# Aim of the exercise
When a line below holds the string "function", show that line.

Collected data:
- Opening Delimiter -

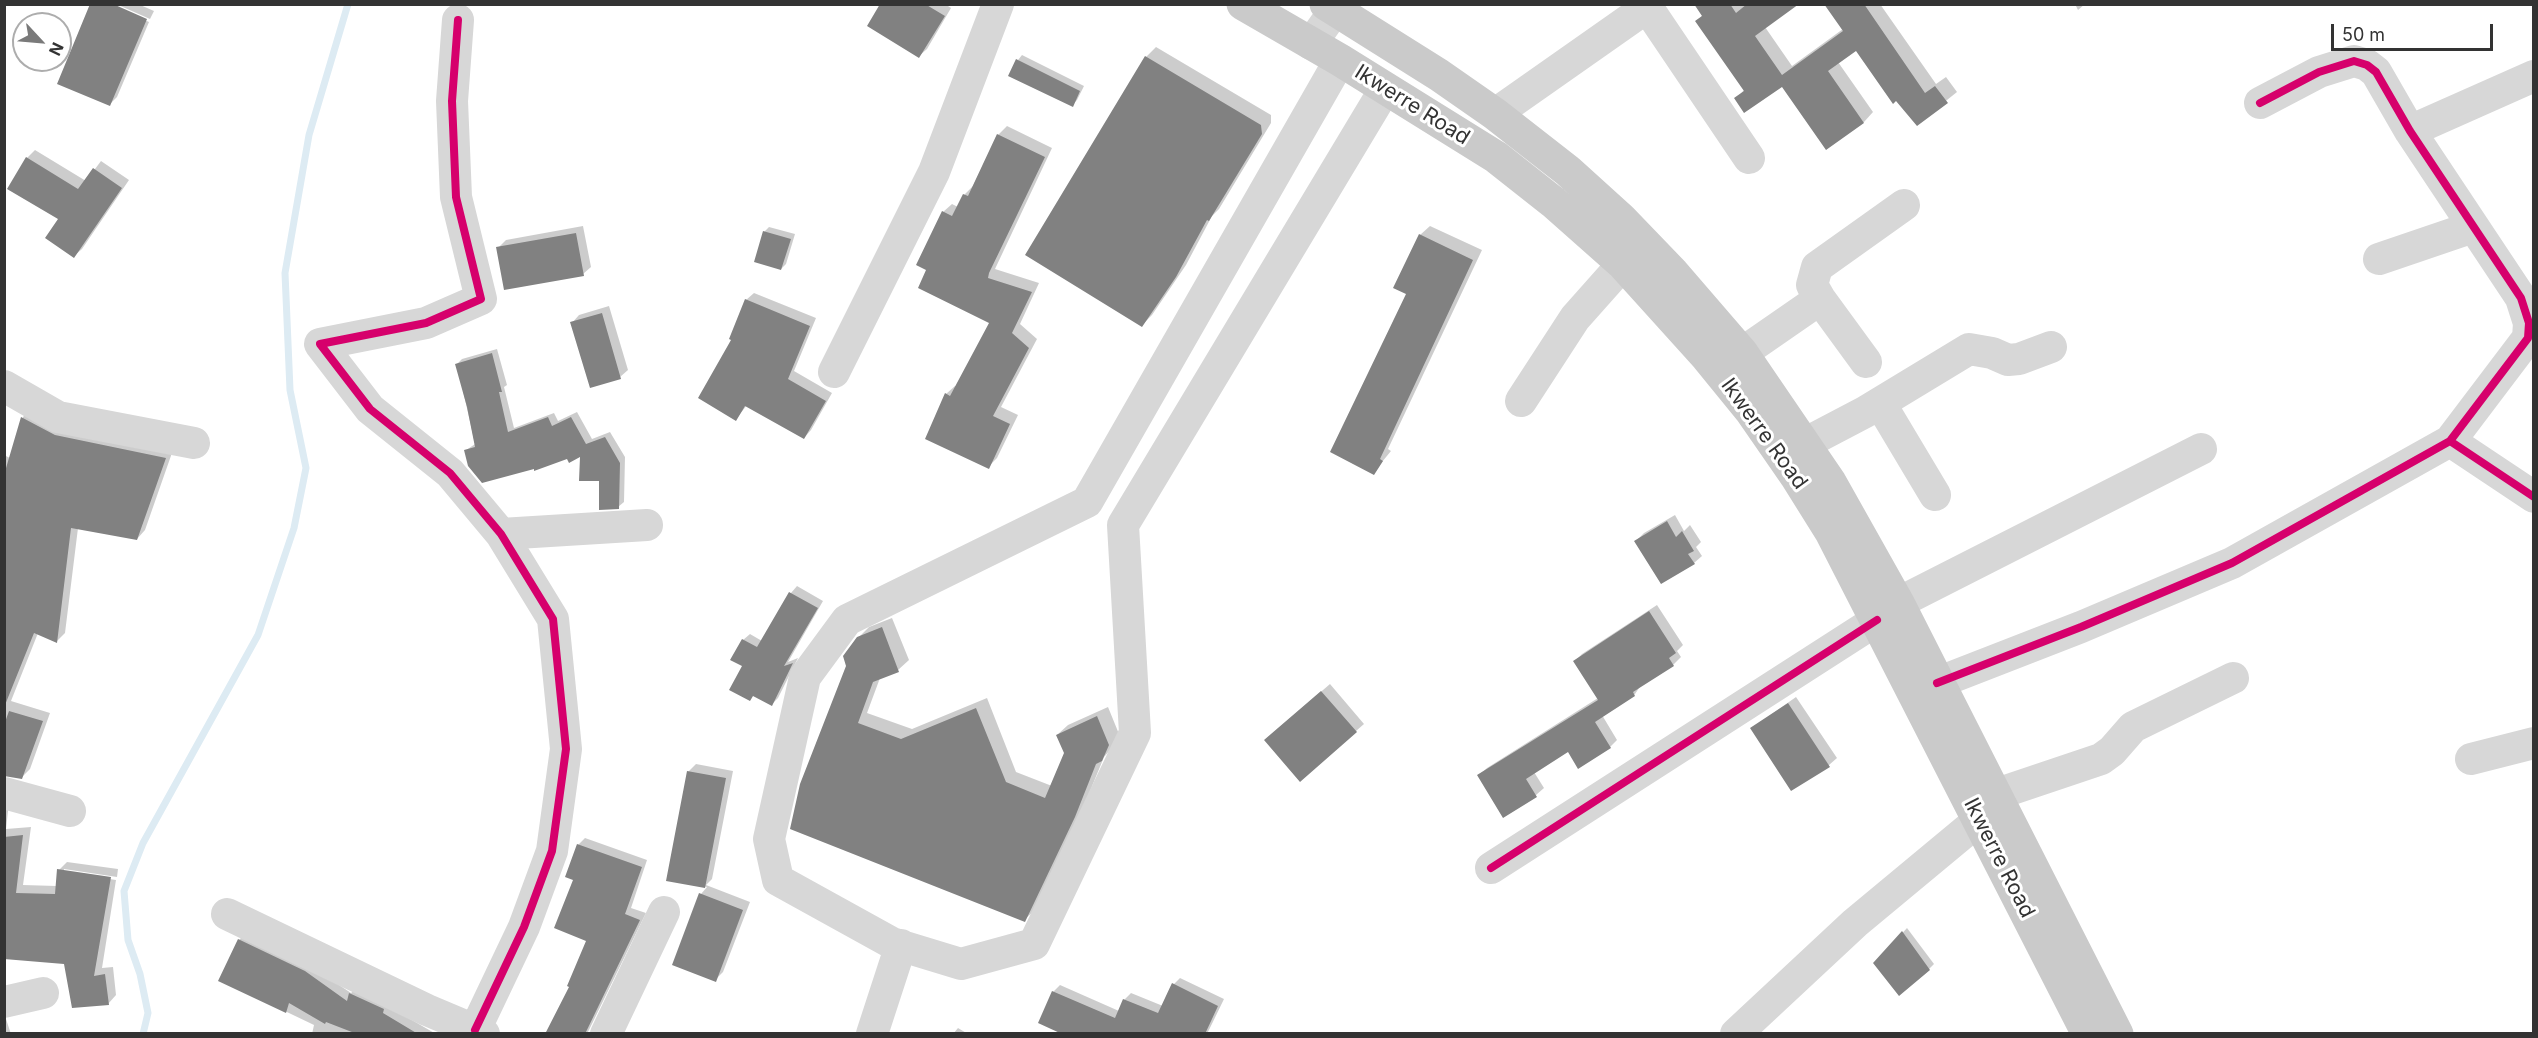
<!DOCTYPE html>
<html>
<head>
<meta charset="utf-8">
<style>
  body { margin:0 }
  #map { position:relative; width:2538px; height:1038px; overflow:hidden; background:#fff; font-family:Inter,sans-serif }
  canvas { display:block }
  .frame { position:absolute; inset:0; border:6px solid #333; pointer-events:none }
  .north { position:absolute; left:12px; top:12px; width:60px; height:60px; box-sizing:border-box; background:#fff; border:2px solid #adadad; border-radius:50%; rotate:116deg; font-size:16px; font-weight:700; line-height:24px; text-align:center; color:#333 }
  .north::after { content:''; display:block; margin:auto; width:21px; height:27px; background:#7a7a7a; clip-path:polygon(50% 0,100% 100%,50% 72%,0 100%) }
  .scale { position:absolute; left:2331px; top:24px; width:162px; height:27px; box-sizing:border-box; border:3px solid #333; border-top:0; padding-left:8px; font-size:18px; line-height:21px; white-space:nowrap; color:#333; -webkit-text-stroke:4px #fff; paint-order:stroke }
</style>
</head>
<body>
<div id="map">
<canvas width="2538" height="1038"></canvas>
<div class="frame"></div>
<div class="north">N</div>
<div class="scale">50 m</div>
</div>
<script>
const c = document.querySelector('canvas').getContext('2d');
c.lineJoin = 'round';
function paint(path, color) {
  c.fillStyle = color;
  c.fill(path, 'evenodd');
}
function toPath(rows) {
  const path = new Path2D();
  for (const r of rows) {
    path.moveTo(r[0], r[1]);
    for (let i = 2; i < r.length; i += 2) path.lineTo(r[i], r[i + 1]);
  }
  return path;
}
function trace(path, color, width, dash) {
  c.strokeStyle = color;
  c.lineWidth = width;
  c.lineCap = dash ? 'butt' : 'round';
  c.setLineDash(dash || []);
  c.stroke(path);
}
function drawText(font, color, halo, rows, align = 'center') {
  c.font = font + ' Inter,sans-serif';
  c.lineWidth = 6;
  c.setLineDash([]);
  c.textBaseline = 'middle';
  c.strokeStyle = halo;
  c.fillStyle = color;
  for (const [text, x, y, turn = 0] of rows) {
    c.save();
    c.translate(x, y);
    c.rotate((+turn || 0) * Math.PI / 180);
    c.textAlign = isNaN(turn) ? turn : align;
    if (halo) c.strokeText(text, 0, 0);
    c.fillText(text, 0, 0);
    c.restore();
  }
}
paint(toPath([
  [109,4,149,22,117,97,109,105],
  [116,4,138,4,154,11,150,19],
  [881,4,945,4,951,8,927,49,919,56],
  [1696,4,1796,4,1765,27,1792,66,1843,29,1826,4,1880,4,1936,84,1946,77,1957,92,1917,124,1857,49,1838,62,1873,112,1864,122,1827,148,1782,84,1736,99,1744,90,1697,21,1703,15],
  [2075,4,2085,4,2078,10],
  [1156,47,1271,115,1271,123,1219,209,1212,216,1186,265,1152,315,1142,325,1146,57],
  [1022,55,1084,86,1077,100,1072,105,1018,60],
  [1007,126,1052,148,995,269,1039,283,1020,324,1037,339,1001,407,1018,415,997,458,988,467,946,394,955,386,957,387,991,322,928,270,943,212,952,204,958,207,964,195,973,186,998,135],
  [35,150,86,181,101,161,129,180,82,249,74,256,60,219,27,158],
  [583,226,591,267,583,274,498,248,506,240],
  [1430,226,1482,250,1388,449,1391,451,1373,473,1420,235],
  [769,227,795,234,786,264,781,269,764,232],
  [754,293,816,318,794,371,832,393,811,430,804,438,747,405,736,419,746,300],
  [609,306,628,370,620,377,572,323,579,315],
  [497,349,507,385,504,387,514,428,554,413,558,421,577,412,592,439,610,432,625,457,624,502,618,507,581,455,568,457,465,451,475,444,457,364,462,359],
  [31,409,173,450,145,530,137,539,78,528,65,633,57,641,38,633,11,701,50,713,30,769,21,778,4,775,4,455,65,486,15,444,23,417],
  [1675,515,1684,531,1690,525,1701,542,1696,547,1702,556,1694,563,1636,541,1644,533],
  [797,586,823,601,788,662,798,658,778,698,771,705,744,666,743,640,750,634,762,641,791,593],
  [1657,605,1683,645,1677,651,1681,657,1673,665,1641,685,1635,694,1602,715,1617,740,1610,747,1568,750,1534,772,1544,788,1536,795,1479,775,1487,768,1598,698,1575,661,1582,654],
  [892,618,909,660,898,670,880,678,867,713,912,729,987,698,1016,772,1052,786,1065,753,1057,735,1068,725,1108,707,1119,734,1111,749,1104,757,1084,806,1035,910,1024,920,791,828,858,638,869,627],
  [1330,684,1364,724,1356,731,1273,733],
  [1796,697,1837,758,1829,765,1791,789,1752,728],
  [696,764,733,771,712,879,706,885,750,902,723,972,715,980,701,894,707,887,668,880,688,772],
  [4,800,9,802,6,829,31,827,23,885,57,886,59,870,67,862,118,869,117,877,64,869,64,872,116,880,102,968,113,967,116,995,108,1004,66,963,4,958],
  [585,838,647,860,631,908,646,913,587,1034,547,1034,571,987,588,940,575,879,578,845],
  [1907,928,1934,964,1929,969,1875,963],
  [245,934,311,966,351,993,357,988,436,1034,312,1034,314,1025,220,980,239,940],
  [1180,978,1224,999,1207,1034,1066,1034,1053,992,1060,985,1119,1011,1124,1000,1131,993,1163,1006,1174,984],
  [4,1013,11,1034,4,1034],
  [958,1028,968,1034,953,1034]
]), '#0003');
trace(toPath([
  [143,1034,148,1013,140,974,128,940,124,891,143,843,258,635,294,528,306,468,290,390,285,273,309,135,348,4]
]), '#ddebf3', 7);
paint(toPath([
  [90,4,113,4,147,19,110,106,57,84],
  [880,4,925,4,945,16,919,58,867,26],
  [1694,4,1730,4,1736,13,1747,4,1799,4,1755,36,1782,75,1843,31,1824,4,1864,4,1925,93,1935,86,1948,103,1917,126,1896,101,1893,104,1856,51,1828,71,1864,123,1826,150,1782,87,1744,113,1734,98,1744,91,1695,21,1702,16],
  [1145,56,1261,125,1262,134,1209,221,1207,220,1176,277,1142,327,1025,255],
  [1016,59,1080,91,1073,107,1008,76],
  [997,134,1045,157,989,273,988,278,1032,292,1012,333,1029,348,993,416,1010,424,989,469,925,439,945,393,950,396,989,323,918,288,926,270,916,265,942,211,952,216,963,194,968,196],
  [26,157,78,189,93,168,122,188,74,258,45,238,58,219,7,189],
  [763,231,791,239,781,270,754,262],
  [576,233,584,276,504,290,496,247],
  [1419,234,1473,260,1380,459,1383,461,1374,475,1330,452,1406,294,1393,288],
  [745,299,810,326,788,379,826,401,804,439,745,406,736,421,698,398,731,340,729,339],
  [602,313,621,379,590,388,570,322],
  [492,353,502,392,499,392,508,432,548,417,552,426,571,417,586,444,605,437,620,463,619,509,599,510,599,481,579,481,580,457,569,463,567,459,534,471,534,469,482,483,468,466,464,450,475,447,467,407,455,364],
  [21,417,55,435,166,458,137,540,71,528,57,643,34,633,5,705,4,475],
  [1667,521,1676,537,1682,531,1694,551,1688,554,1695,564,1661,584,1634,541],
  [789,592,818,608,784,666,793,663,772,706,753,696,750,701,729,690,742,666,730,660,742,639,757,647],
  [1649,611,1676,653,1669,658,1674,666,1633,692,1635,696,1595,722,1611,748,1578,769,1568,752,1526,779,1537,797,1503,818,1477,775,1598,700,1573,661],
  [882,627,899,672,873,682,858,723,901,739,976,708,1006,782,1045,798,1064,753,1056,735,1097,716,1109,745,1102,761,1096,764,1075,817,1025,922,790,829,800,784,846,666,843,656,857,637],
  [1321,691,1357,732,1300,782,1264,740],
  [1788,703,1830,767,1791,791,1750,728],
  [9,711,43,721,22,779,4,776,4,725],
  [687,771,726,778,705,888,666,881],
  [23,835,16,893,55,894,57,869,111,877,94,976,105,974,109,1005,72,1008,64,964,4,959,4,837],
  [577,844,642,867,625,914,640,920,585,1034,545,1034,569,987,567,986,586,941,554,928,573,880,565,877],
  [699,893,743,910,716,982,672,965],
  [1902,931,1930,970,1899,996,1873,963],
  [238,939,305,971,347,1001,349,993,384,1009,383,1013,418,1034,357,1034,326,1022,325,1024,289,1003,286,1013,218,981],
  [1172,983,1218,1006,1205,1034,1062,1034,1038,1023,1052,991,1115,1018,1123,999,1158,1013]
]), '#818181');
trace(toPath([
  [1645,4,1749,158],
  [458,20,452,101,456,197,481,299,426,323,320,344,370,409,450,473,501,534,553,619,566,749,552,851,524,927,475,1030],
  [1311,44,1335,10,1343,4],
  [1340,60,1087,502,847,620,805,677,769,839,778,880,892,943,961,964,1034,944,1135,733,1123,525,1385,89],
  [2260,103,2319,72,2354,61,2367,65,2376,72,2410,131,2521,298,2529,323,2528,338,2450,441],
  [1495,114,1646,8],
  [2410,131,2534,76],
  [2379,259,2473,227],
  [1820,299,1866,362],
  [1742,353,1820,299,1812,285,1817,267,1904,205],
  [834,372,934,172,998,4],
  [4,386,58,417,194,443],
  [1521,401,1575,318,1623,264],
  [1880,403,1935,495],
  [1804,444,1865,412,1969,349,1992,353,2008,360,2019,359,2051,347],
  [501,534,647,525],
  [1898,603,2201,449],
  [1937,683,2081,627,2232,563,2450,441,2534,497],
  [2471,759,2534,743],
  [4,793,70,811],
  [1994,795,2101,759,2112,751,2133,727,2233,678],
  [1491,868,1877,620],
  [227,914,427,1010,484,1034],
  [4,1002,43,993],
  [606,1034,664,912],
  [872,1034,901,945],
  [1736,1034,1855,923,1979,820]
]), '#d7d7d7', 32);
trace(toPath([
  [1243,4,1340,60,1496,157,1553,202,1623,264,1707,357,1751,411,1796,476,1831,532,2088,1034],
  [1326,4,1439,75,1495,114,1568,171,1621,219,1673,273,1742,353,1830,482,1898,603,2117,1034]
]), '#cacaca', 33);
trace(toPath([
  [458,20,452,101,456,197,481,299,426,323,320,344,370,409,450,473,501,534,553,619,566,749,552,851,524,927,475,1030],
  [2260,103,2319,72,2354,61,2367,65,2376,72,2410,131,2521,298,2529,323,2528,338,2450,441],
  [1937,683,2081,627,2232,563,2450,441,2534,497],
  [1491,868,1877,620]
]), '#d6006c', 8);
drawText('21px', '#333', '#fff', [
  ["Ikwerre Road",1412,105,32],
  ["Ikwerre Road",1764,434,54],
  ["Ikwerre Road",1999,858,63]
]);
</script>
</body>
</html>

- Closing Delimiter -

# Solution for this task
function paint(path, color) {
function toPath(rows) {
function trace(path, color, width, dash) {
function drawText(font, color, halo, rows, align = 'center') {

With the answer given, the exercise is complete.